Die Heilungschancen variieren stark in Abhängigkeit vom gewählten Therapieverfahren. Eine aktives Beobachten und eine Hormontherapie können den Prostatakrebs nicht heilen, dazu ist zum Beispiel eine Operation oder eine aggressive Strahlentherapie notwendig. Geheilt werden kann generell nur, so lange der Tumor keine Metastasen gebildet hat. Auf die Organkapsel beschränkte Tumoren können bei entsprechend aggressiver Therapie zu ca. 90 % geheilt werden. Hat der Tumor die Organkapsel überschritten, gelingt dies nur noch in ca. 40 % der Fälle.
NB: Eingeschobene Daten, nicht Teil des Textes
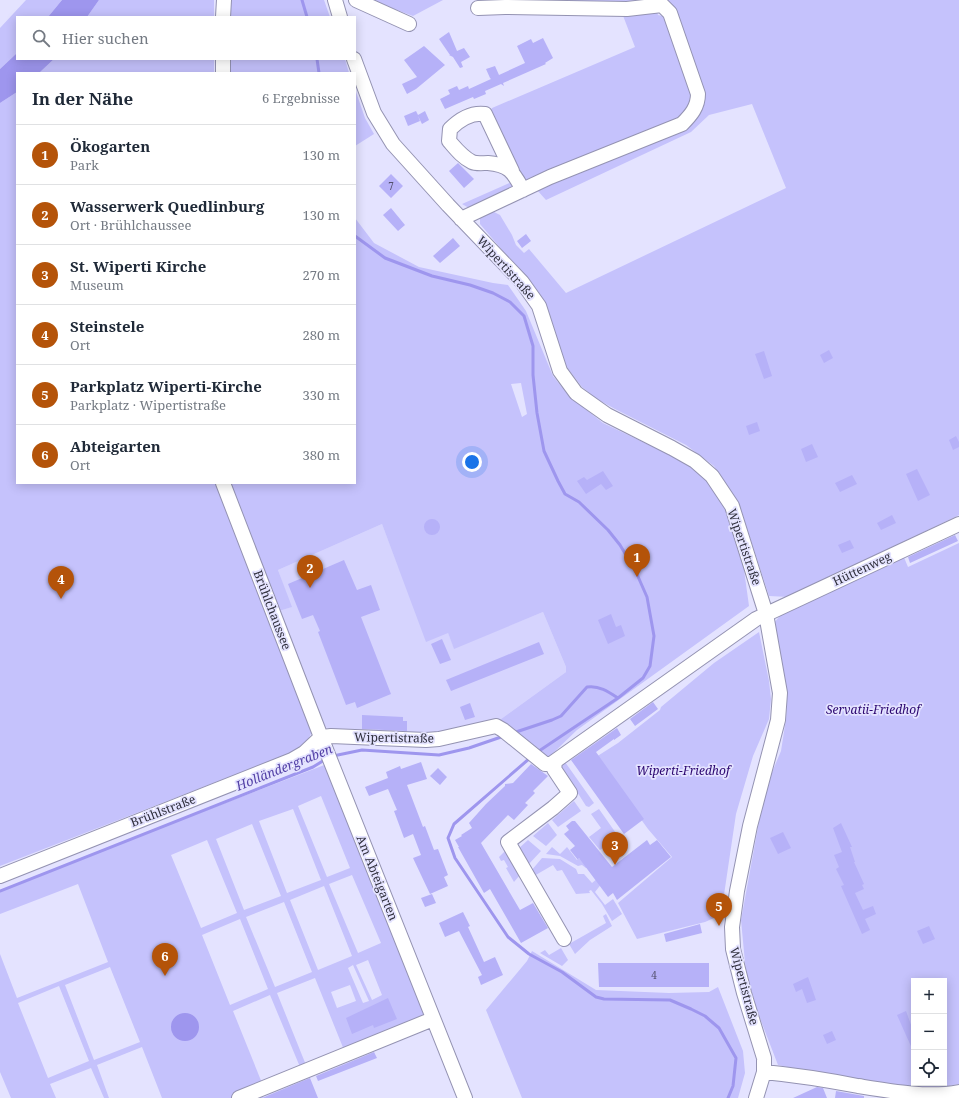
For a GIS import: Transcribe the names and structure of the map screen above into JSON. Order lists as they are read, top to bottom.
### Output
{
  "streets": {
    "street": [
      "Wipertistraße",
      "Hüttenweg",
      "Brühlchaussee",
      "Brühlstraße",
      "Am Abteigarten"
    ]
  },
  "crossings": [
    ["Wipertistraße", "Hüttenweg"],
    ["Wipertistraße", "Brühlchaussee"],
    ["Wipertistraße", "Brühlstraße"],
    ["Wipertistraße", "Am Abteigarten"],
    ["Brühlchaussee", "Brühlstraße"],
    ["Brühlchaussee", "Am Abteigarten"],
    ["Brühlstraße", "Am Abteigarten"]
  ],
  "water": ["Holländergraben"],
  "parks": ["Servatii-Friedhof", "Wiperti-Friedhof"],
  "house_numbers": ["7", "4"],
  "page": {
    "search": "Hier suchen",
    "heading": ["In der Nähe", "6 Ergebnisse"],
    "list": [
      {
        "mark": "1",
        "name": "Ökogarten",
        "note": "Park",
        "value": "130 m"
      },
      {
        "mark": "2",
        "name": "Wasserwerk Quedlinburg",
        "note": "Ort · Brühlchaussee",
        "value": "130 m"
      },
      {
        "mark": "3",
        "name": "St. Wiperti Kirche",
        "note": "Museum",
        "value": "270 m"
      },
      {
        "mark": "4",
        "name": "Steinstele",
        "note": "Ort",
        "value": "280 m"
      },
      {
        "mark": "5",
        "name": "Parkplatz Wiperti-Kirche",
        "note": "Parkplatz · Wipertistraße",
        "value": "330 m"
      },
      {
        "mark": "6",
        "name": "Abteigarten",
        "note": "Ort",
        "value": "380 m"
      }
    ],
    "pins": [
      "1",
      "2",
      "4",
      "3",
      "5",
      "6"
    ],
    "map_buttons": ["+", "−"]
  }
}
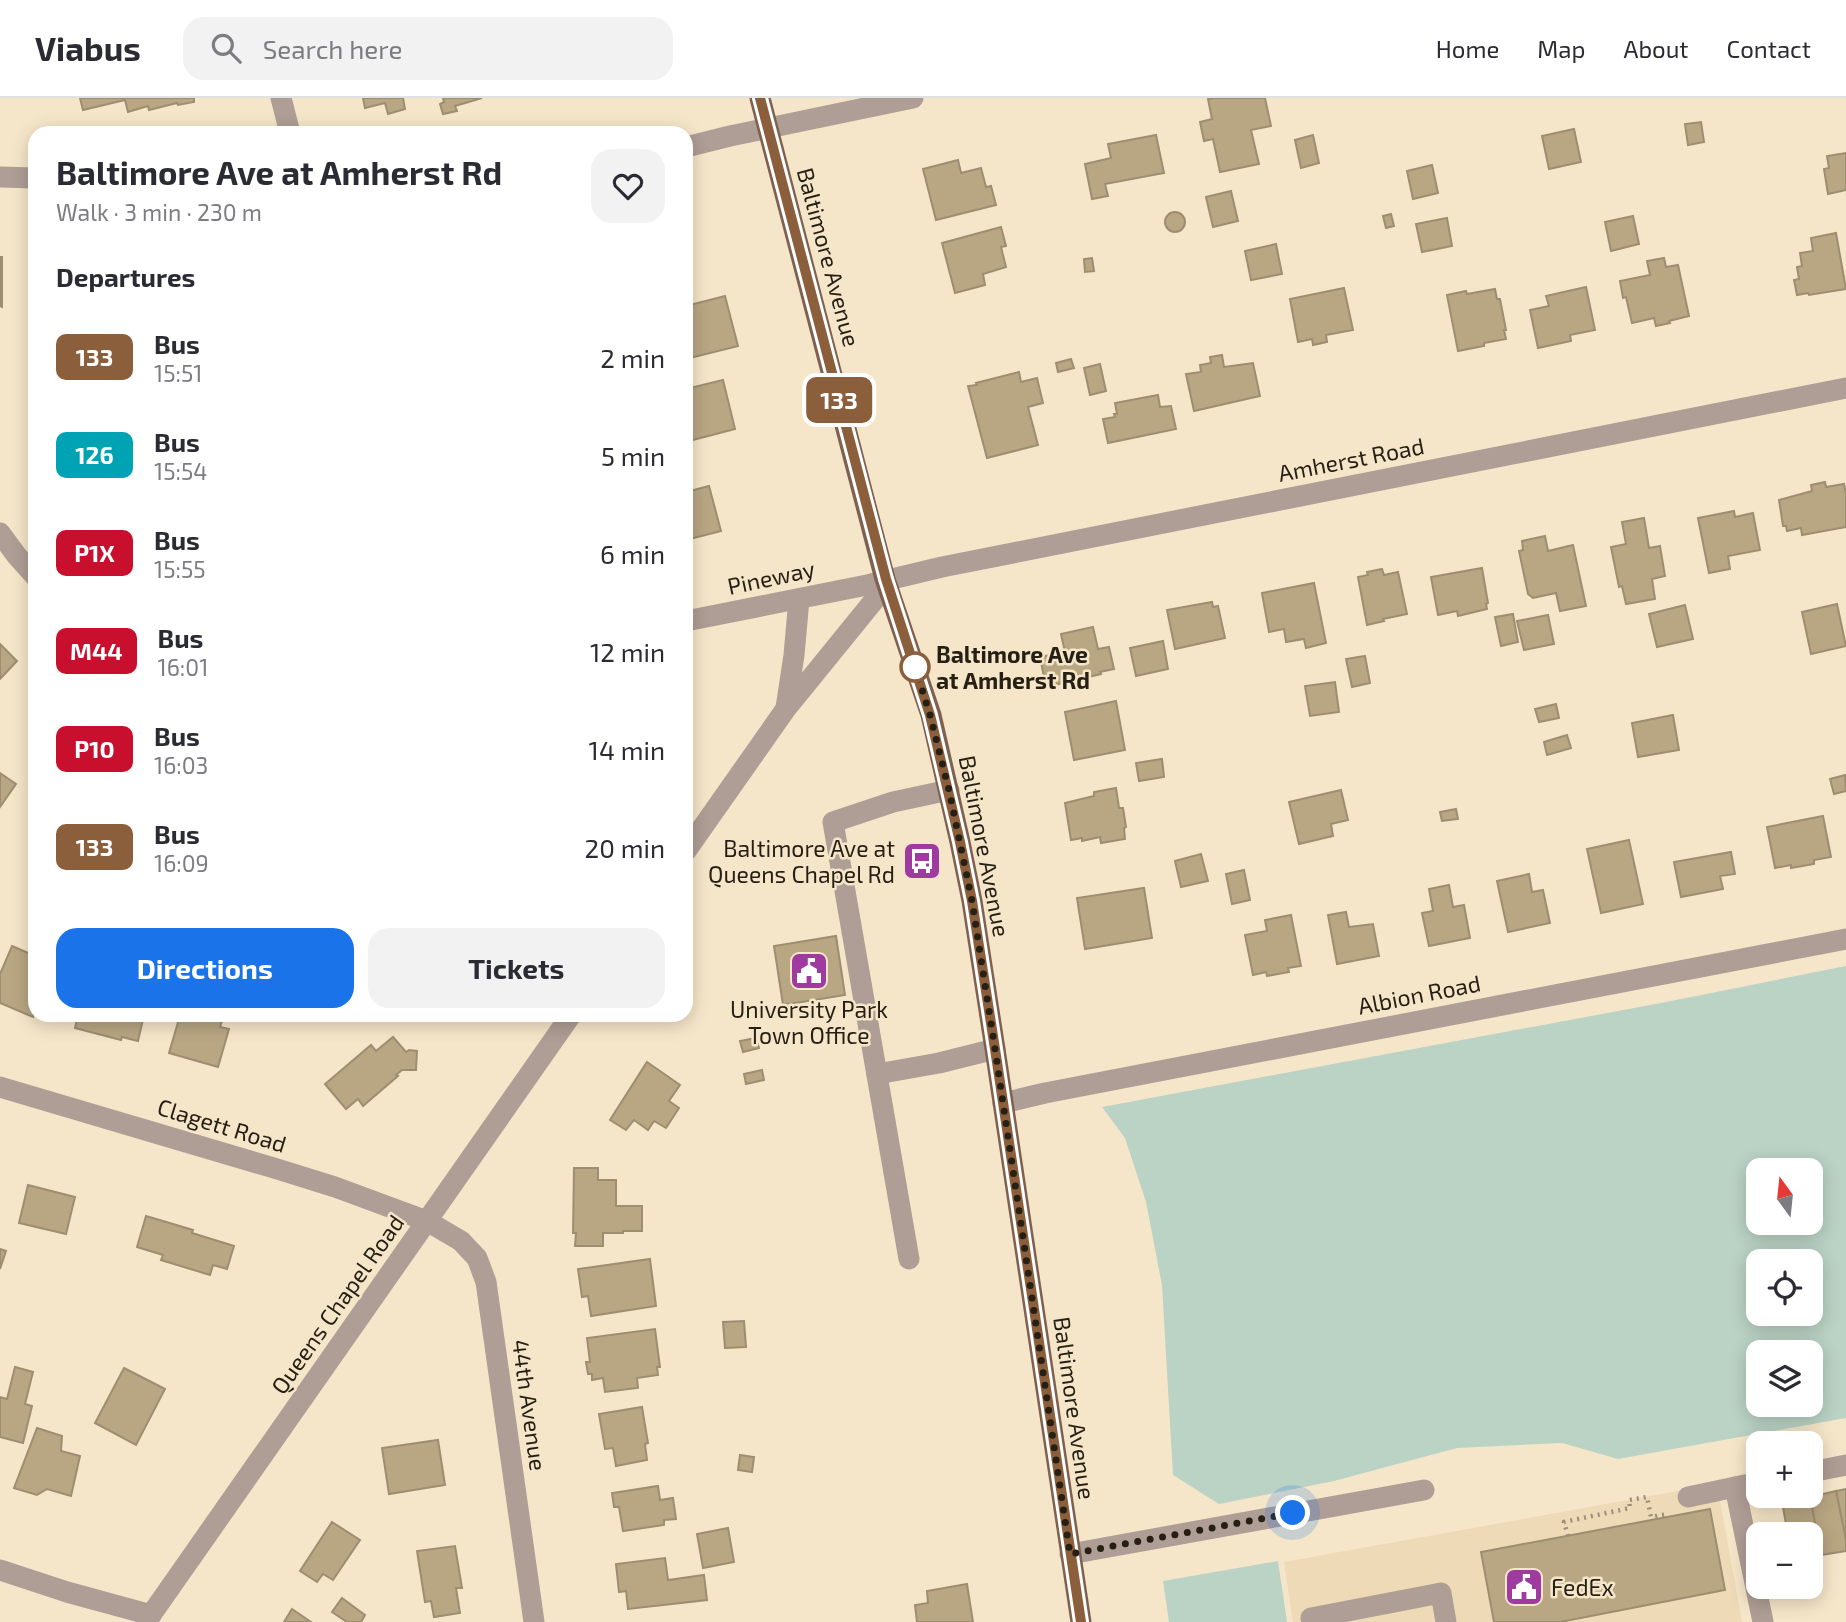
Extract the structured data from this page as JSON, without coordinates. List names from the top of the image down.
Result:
{
  "streets": {
    "main road": ["Baltimore Avenue"],
    "street": [
      "Amherst Road",
      "Pineway",
      "Albion Road",
      "Clagett Road",
      "Queens Chapel Road",
      "44th Avenue"
    ]
  },
  "crossings": [
    ["Baltimore Avenue", "Amherst Road"],
    ["Baltimore Avenue", "Pineway"],
    ["Baltimore Avenue", "Albion Road"],
    ["Amherst Road", "Pineway"],
    ["Clagett Road", "Queens Chapel Road"],
    ["Clagett Road", "44th Avenue"],
    ["Queens Chapel Road", "44th Avenue"]
  ],
  "places": {
    "other": ["Baltimore Ave at Amherst Rd"],
    "bus stop": ["Baltimore Ave at Queens Chapel Rd"],
    "public building": ["University Park Town Office", "FedEx"]
  },
  "lines": ["bus line 133"],
  "north": "top",
  "page": {
    "header": "Viabus",
    "search": "Search here",
    "nav": [
      "Home",
      "Map",
      "About",
      "Contact"
    ],
    "on_map": "133",
    "heading": [
      ["Baltimore Ave at Amherst Rd", "Walk · 3 min · 230 m"],
      "Departures"
    ],
    "list": [
      {
        "mark": "133",
        "name": "Bus",
        "note": "15:51",
        "value": "2 min"
      },
      {
        "mark": "126",
        "name": "Bus",
        "note": "15:54",
        "value": "5 min"
      },
      {
        "mark": "P1X",
        "name": "Bus",
        "note": "15:55",
        "value": "6 min"
      },
      {
        "mark": "M44",
        "name": "Bus",
        "note": "16:01",
        "value": "12 min"
      },
      {
        "mark": "P10",
        "name": "Bus",
        "note": "16:03",
        "value": "14 min"
      },
      {
        "mark": "133",
        "name": "Bus",
        "note": "16:09",
        "value": "20 min"
      }
    ],
    "buttons": ["Directions", "Tickets"],
    "map_buttons": ["+", "−"]
  }
}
Generell muss sich beim Prostatakrebs vor Augen geführt werden, dass dieser meist in hohem Alter auftritt. Daher zielen nicht alle Therapieformen überhaupt auf eine Heilung ab. Ist davon auszugehen, dass die Zahl der verbleibenden Lebensjahre des Patienten niedriger ist als der Zeitraum, der vergehen wird, bis das Fortschreiten des Prostatakrebses die Lebensqualität stark einschränkt oder zum Tode führt, macht eine aggressive Therapie keinen Sinn. Sie wäre in diesem Fall nur unnötig belastend. Aus diesem Grund gestaltet sich auch die Statistik schwierig. Es ist schwer auszumachen, welcher Patient tatsächlich am Prostatakrebs gestorben ist und nicht an einer anderen Ursache, die ohne den Krebs ebenso eingetreten wäre. Die allgemein bekannte hohe Sterblichkeit nach einer Diagnose von Prostatakrebs ist auf jeden Fall nicht allein auf den Tumor zurückzuführen, sondern auch darin begründet, dass die Häufigkeit in hohem Alter stark zunimmt und zu diesem Zeitpunkt oft bereits weitere Erkrankungen vorliegen.